On September 15, the new Modern Mediterranean Societies Seminar Series opened with Dr. Mikaela Rogozen-Soltar (Anthropology, University of Nevada) presenting at the first BUJS Forum of the fall semester. She led an engaging discussion on her paper “Converting Spain: Muslim Converts and the Contemporary Renewal of the Moorish Mediterranean” in which she examines approaches to conversion within Spain’s Murabitun community.

During her fieldwork, Rogozen-Soltar interviewed and socialized with Murabitun women who identified both as recent converts as well as long-established members of the community. Regardless of the length of time that they have identified as Muslim, her research participants referred to themselves as converts. In these interviews, she found that both their approaches to individual conversion and the larger movement to spread Islam throughout Spain adopted different temporal understandings. The Murabitun women often used the phrase “poco a poco,” which means “little by little,” to describe the process of individual conversion. Poco a poco indicates a “patient, measured approach” for anyone undertaking personal religious transformation. For example, one might introduce Muslim ritual into one’s life before “officializing” her conversion by reciting the Shahada. Despite being gradual, these personal religious transformations are total. As explained by one participant, “One cannot become a new person overnight, but conversion does entail ultimately becoming a new person.”


However, Rogozen-Soltar observed that for the Spanish Murabitun, the goal of conversion takes place in national and global identity as well as within individuals. The same participants who advocated gradual conversion for individuals spoke of a more urgent need to convert contemporary Spain, which was often signified by references to restoring al-Andalus, or medieval Muslim Spain. This impulse speaks to the millenarian goals of the Murabitun culture, calling for a level of political and social activism that manifests in many ways throughout the community. One of the methods of returning to al-Andalus includes eschewing modern capitalism by engaging in barter or minting and using Islamic dinars as an alternative to official national currencies whenever possible.

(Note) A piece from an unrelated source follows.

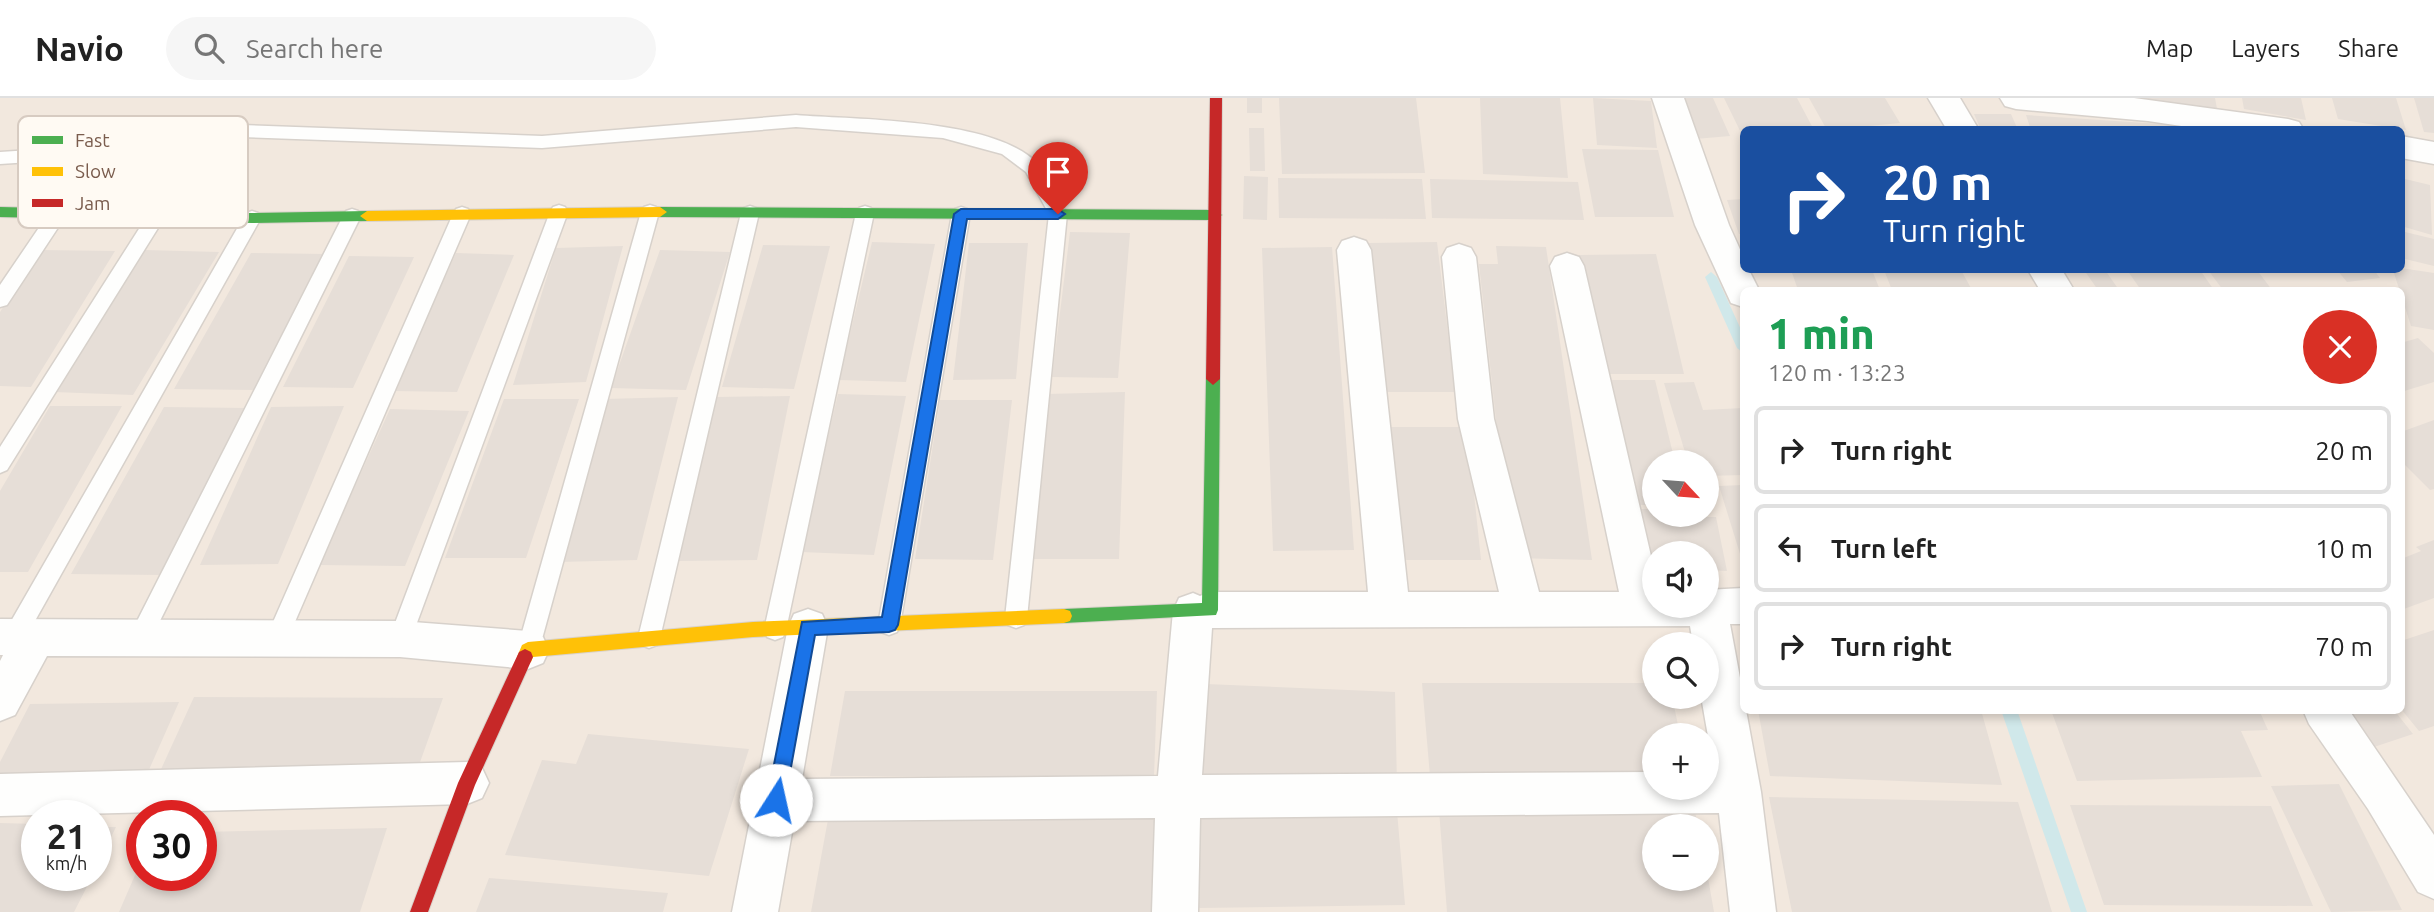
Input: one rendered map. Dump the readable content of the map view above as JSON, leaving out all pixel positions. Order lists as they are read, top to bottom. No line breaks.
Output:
{"legend":["Fast","Slow","Jam"],"north":"bottom right","page":{"header":"Navio","search":"Search here","nav":["Map","Layers","Share"],"turn":["20 m","Turn right"],"heading":["1 min","120 m · 13:23"],"list":[{"name":"Turn right","value":"20 m"},{"name":"Turn left","value":"10 m"},{"name":"Turn right","value":"70 m"}],"map_buttons":["+","−"],"speed":"21 km/h","limit":"30"}}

Through these methods, Rogozen-Soltar suggests, an individual’s conversion becomes apart of a larger, more radical spiritual project.

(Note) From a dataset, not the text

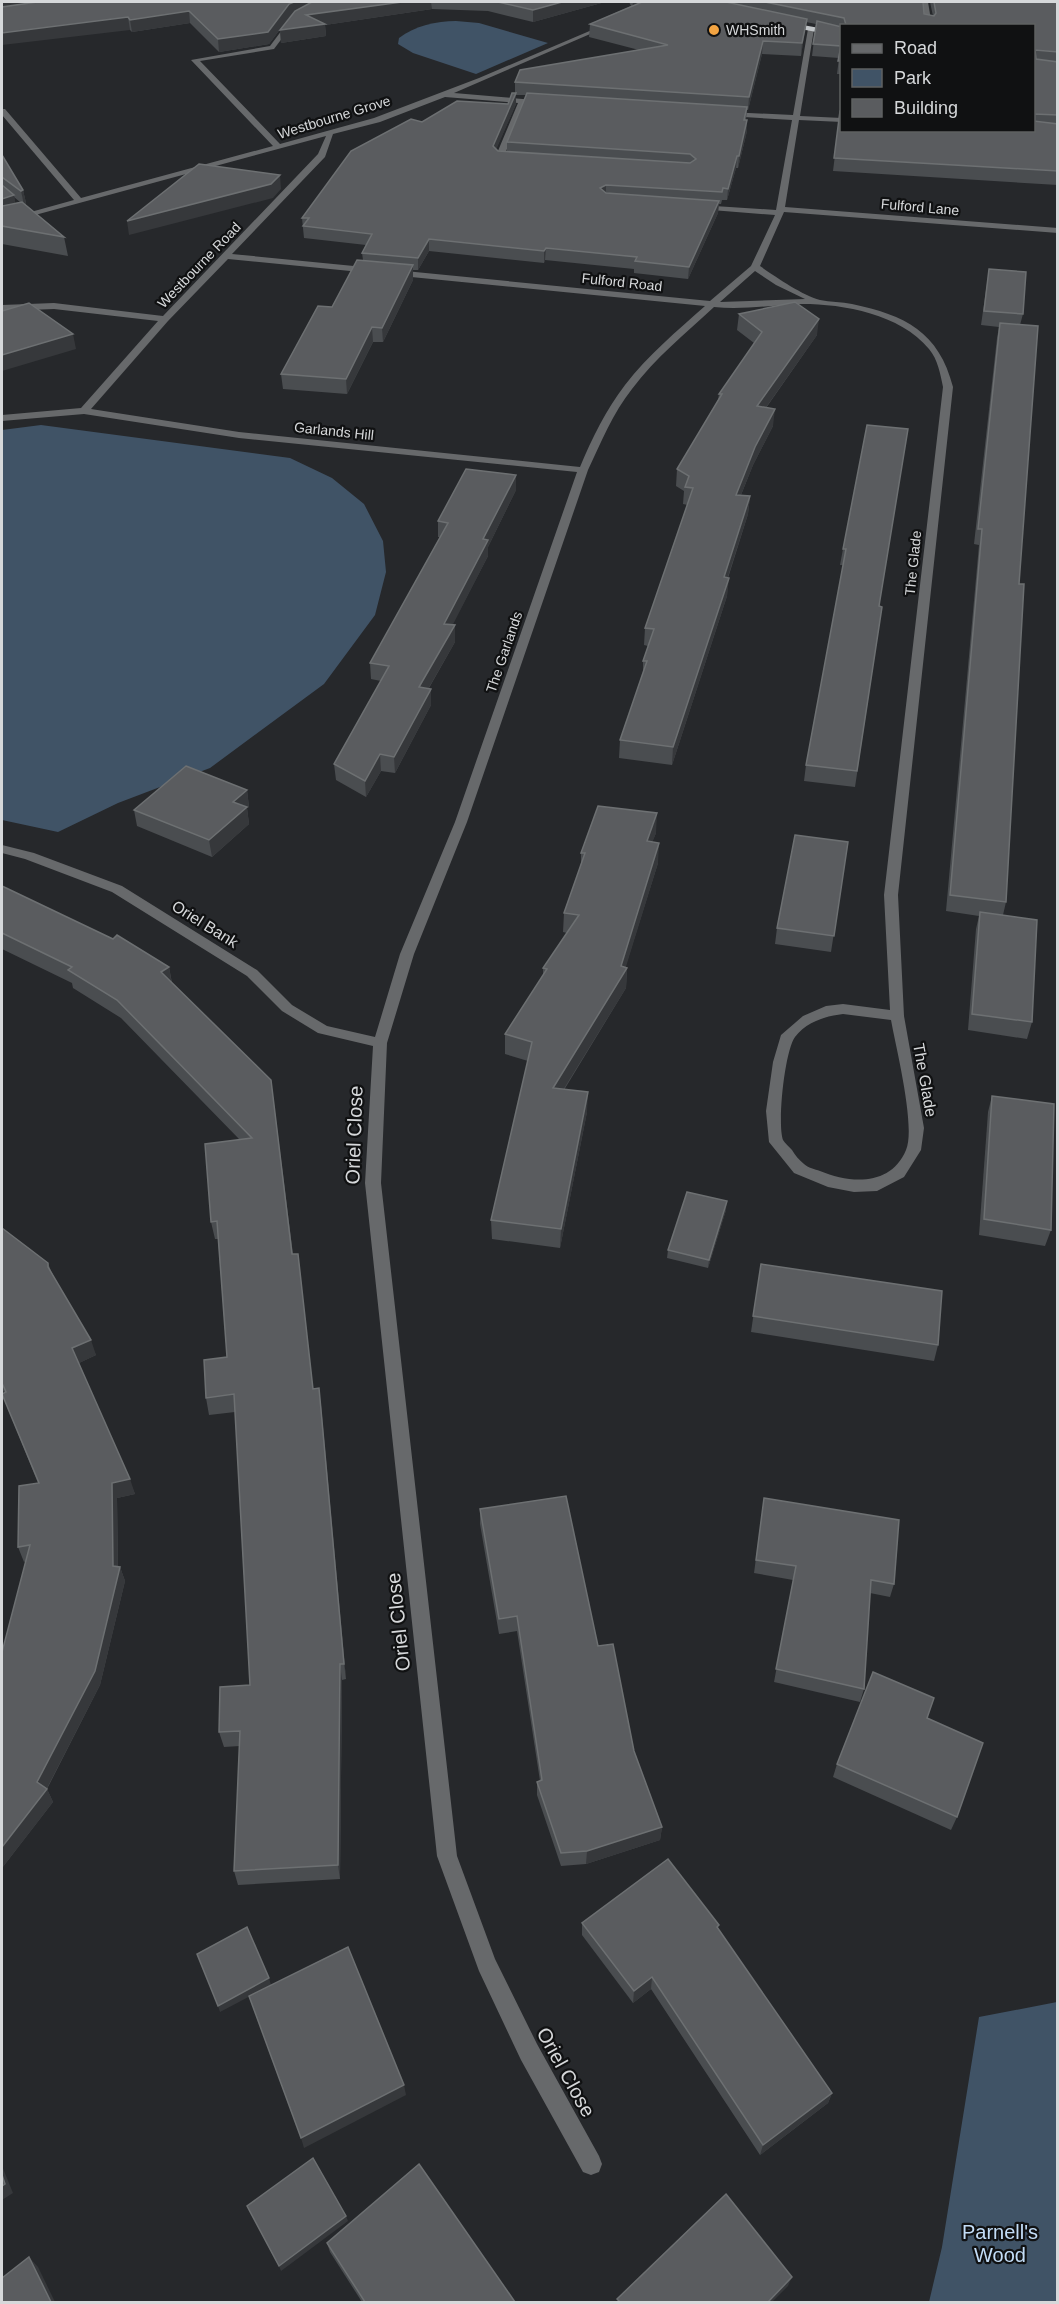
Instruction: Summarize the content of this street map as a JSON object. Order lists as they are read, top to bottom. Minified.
{"streets":{"street":["Westbourne Grove","Fulford Lane","Westbourne Road","Fulford Road","Garlands Hill","The Glade","The Garlands","Oriel Bank","Oriel Close"]},"crossings":[["Westbourne Grove","Westbourne Road"],["Westbourne Road","Fulford Road"],["Westbourne Road","Garlands Hill"],["Fulford Road","The Glade"],["Fulford Road","The Garlands"],["Garlands Hill","The Garlands"],["The Glade","The Garlands"],["The Garlands","Oriel Bank"],["The Garlands","Oriel Close"],["Oriel Bank","Oriel Close"]],"parks":["Parnell's Wood"],"places":["WHSmith"],"legend":["Road","Park","Building"]}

Following Rogozen-Soltar’s lecture, moderator Professor Adam Seligman (Religion, Boston University) and respondent Janet McIntosh (Anthropology, Brandeis University) contributed to the engaging discussion by asking how a millenarian movement might try to recreate the past while reframing the future and how gender might have affected the understandings of the temporal aspects of conversion. The forum provided those in attendance with an opportunity to reflect on the role of religious conversion and the many ways it develops in the life of individuals as well as their community.